Democrats are committed to restoring fiscal responsibility and cutting spending is one part of the effort to reduce the deficit. While Democrats agree that we must reduce spending, House Republicans have introduced a short-sighted plan that does not distinguish between necessary cuts, and cuts to investments that are critical to our continued economic recovery. While Speaker Boehner has dismissed investment in long-term economic growth as “ineffective stimulus,” Democrats are focused on cutting spending without cutting smart investments in our future that create jobs, expand private sector employment and will continue growing the economy.


“As a government, we will help lay the foundation for you to grow and innovate. We will upgrade our transportation and communications networks so you can move goods and information more quickly and cheaply. We will invest in education so that you can hire the most skilled, talented workers in the world.”
[President Obama, remarks to Chamber of Commerce, 02/7/11]

The business community supports these investments:

Andrew Liveris, CEO, Dow Chemical Company: “A look around the world reveals that the countries that are succeeding economically are not passive believers in free market fate. Instead, they take their future into their own hands….Governments are boosting business, creating a climate that attracts and rewards investment, spurs innovation and job creation, and appeals to companies that are less bound by national borders than ever before….As CEO of one of the most global U.S.-based corporations, I can tell you, without qualm or question, that I want government more involved.
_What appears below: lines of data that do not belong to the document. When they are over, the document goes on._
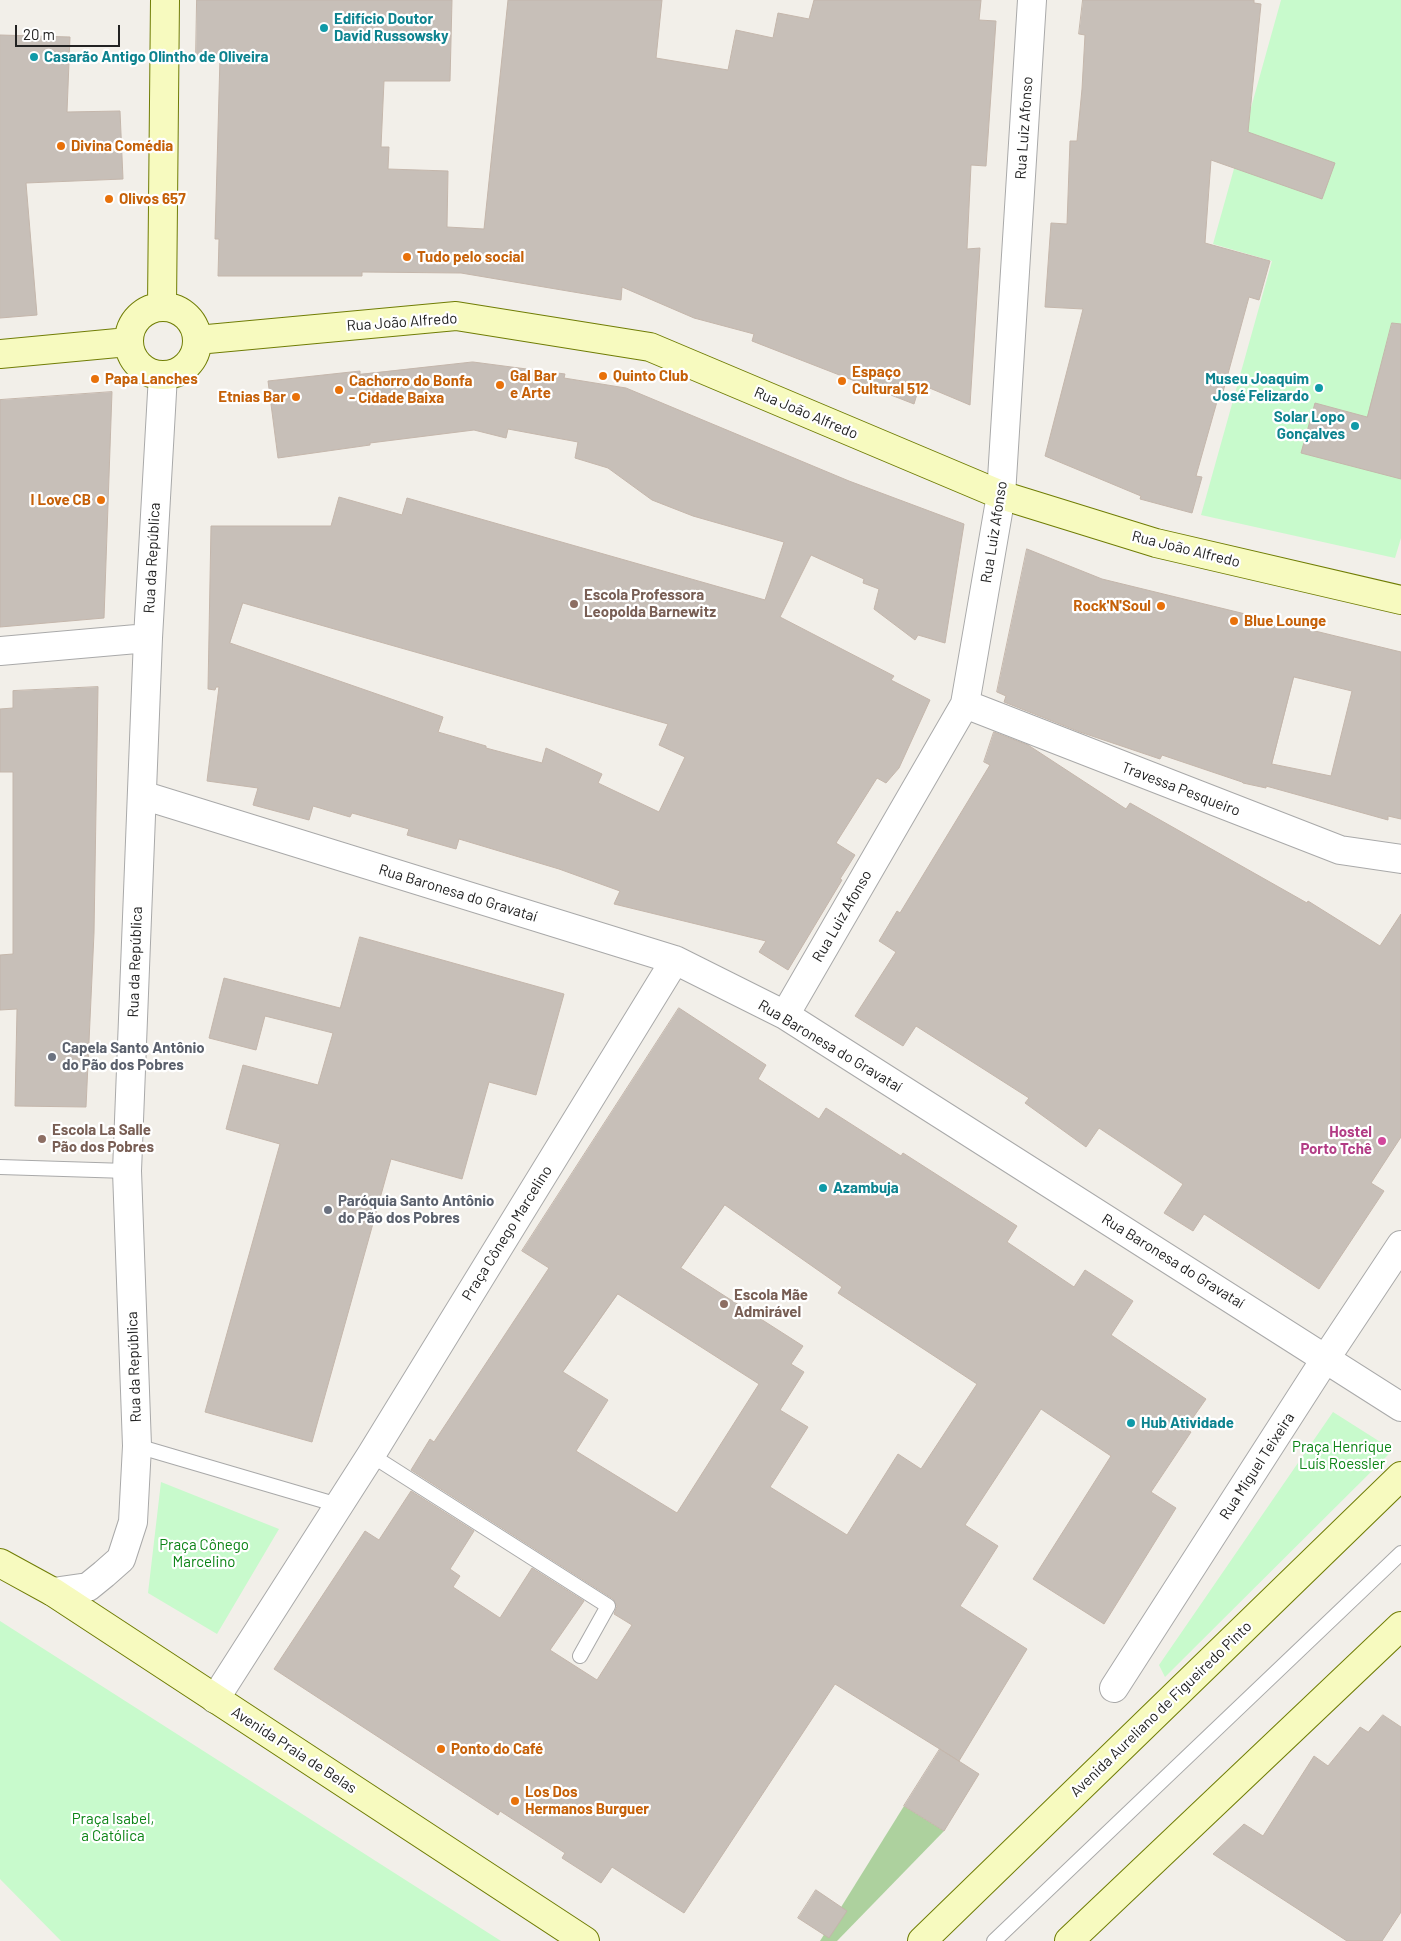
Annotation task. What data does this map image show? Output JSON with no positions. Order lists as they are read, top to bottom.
{
  "streets": {
    "street": [
      "Rua Luiz Afonso",
      "Rua João Alfredo",
      "Rua da República",
      "Travessa Pesqueiro",
      "Rua Baronesa do Gravataí",
      "Praça Cônego Marcelino",
      "Rua Miguel Teixeira",
      "Avenida Aureliano de Figueiredo Pinto",
      "Avenida Praia de Belas"
    ]
  },
  "crossings": [
    ["Rua Luiz Afonso", "Rua João Alfredo"],
    ["Rua Luiz Afonso", "Travessa Pesqueiro"],
    ["Rua Luiz Afonso", "Rua Baronesa do Gravataí"],
    ["Rua João Alfredo", "Rua da República"],
    ["Rua da República", "Rua Baronesa do Gravataí"],
    ["Rua da República", "Avenida Praia de Belas"],
    ["Rua Baronesa do Gravataí", "Praça Cônego Marcelino"],
    ["Rua Baronesa do Gravataí", "Rua Miguel Teixeira"],
    ["Praça Cônego Marcelino", "Avenida Praia de Belas"]
  ],
  "parks": ["Praça Henrique Luís Roessler", "Praça Cônego Marcelino", "Praça Isabel, a Católica"],
  "places": [
    "Edifício Doutor David Russowsky",
    "Casarão Antigo Olintho de Oliveira",
    "Divina Comédia",
    "Olivos 657",
    "Tudo pelo social",
    "Quinto Club",
    "Papa Lanches",
    "Espaço Cultural 512",
    "Gal Bar e Arte",
    "Museu Joaquim José Felizardo",
    "Cachorro do Bonfa - Cidade Baixa",
    "Etnias Bar",
    "Solar Lopo Gonçalves",
    "I Love CB",
    "Escola Professora Leopolda Barnewitz",
    "Rock'N'Soul",
    "Blue Lounge",
    "Capela Santo Antônio do Pão dos Pobres",
    "Escola La Salle Pão dos Pobres",
    "Hostel Porto Tchê",
    "Azambuja",
    "Paróquia Santo Antônio do Pão dos Pobres",
    "Escola Mãe Admirável",
    "Hub Atividade",
    "Ponto do Café",
    "Los Dos Hermanos Burguer"
  ],
  "scale_bar": "20 m"
}
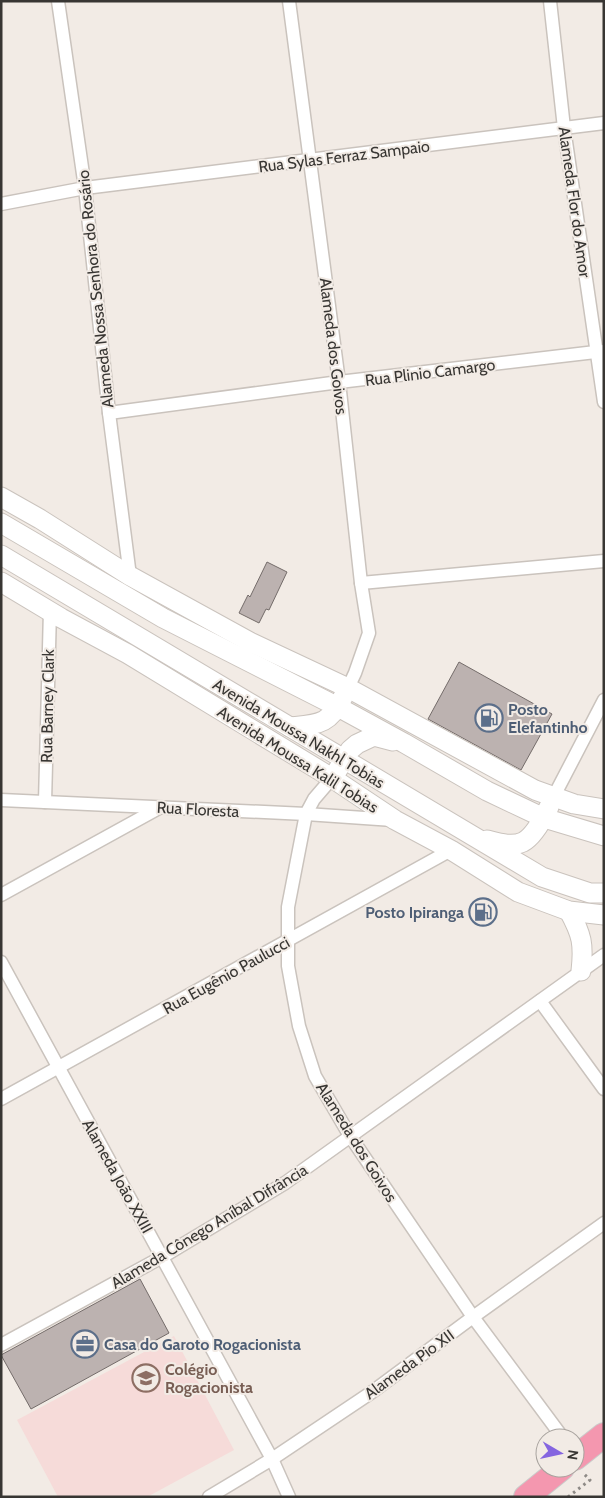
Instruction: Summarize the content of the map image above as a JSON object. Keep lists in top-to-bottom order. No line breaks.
{"streets":{"main road":["Avenida Moussa Nakhl Tobias","Avenida Moussa Kalil Tobias"],"street":["Rua Sylas Ferraz Sampaio","Alameda Flor do Amor","Alameda Nossa Senhora do Rosário","Alameda dos Goivos","Rua Plinio Camargo","Rua Barney Clark","Rua Floresta","Rua Eugênio Paulucci","Alameda João XXIII","Alameda Cônego Aníbal Difrância","Alameda Pio XII"]},"crossings":[["Rua Sylas Ferraz Sampaio","Alameda Flor do Amor"],["Rua Sylas Ferraz Sampaio","Alameda Nossa Senhora do Rosário"],["Rua Sylas Ferraz Sampaio","Alameda dos Goivos"],["Alameda Flor do Amor","Rua Plinio Camargo"],["Alameda Nossa Senhora do Rosário","Rua Plinio Camargo"],["Alameda dos Goivos","Rua Plinio Camargo"],["Alameda dos Goivos","Avenida Moussa Kalil Tobias"],["Alameda dos Goivos","Rua Floresta"],["Alameda dos Goivos","Rua Eugênio Paulucci"],["Alameda dos Goivos","Alameda Cônego Aníbal Difrância"],["Alameda dos Goivos","Alameda Pio XII"],["Rua Barney Clark","Avenida Moussa Kalil Tobias"],["Rua Barney Clark","Rua Floresta"],["Avenida Moussa Kalil Tobias","Rua Floresta"],["Avenida Moussa Kalil Tobias","Rua Eugênio Paulucci"],["Rua Eugênio Paulucci","Alameda João XXIII"],["Alameda João XXIII","Alameda Cônego Aníbal Difrância"],["Alameda João XXIII","Alameda Pio XII"]],"places":{"fuel station":["Posto Elefantinho","Posto Ipiranga"],"office":["Casa do Garoto Rogacionista"],"school or university":["Colégio Rogacionista"]},"north":"right"}
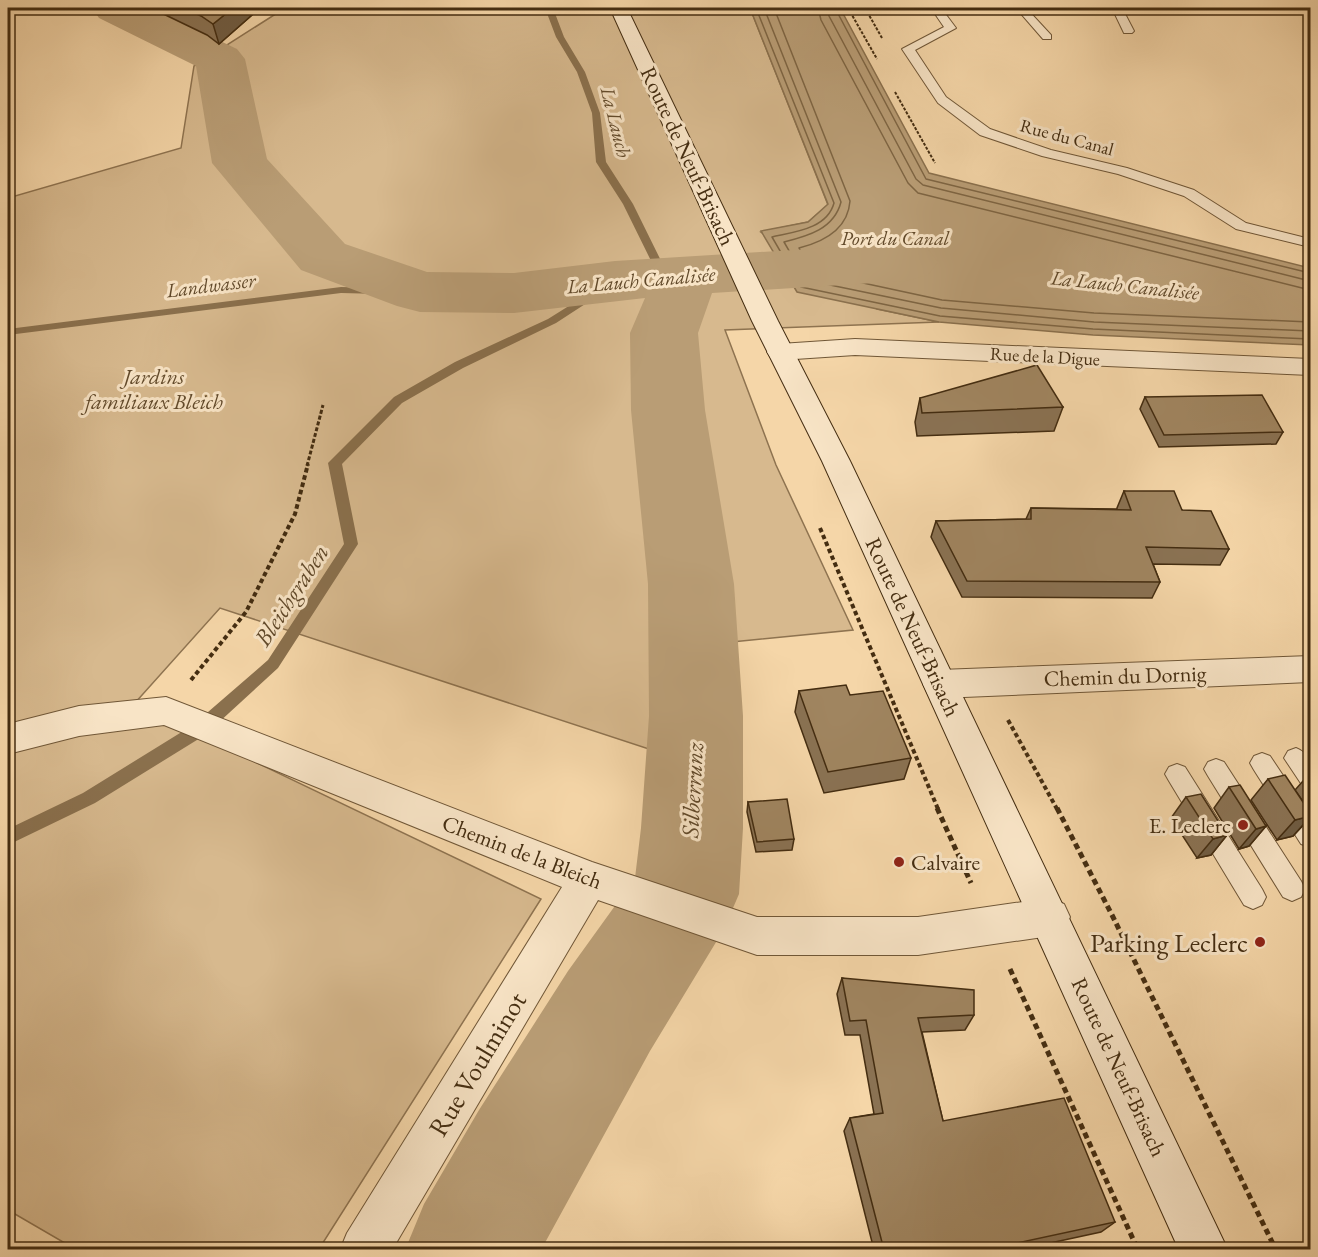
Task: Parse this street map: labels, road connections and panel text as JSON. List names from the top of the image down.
{
  "streets": {
    "street": [
      "Route de Neuf-Brisach",
      "Rue de la Digue",
      "Chemin du Dornig",
      "Chemin de la Bleich",
      "Rue Voulminot"
    ],
    "lane": ["Rue du Canal"]
  },
  "crossings": [
    ["Route de Neuf-Brisach", "Rue de la Digue"],
    ["Route de Neuf-Brisach", "Chemin du Dornig"],
    ["Route de Neuf-Brisach", "Chemin de la Bleich"],
    ["Chemin de la Bleich", "Rue Voulminot"]
  ],
  "water": [
    "La Lauch",
    "Port du Canal",
    "La Lauch Canalisée",
    "Landwasser",
    "Bleichgraben",
    "Silberrunz"
  ],
  "parks": ["Jardins familiaux Bleich"],
  "places": ["E. Leclerc", "Calvaire", "Parking Leclerc"]
}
I need it more involved, for the sake of my employees and shareholders. Not as an overzealous regulator, but as a thoughtful partner to thoughtful business—in a shared effort to strengthen our economy.” [Make It In America, 2011]

Michael Dell, Founder and CEO, Dell Inc.: “It just goes right back to competitiveness, and so we have to address the competitiveness issues or else the capital doesn’t get invested. Whether it’s foreign companies or domestic companies or new businesses forming, they’ll go where the talent is, they’ll go where the infrastructure is and where the environment is a friendly one towards growth and business formation.” [CSIS event, 02/02/11]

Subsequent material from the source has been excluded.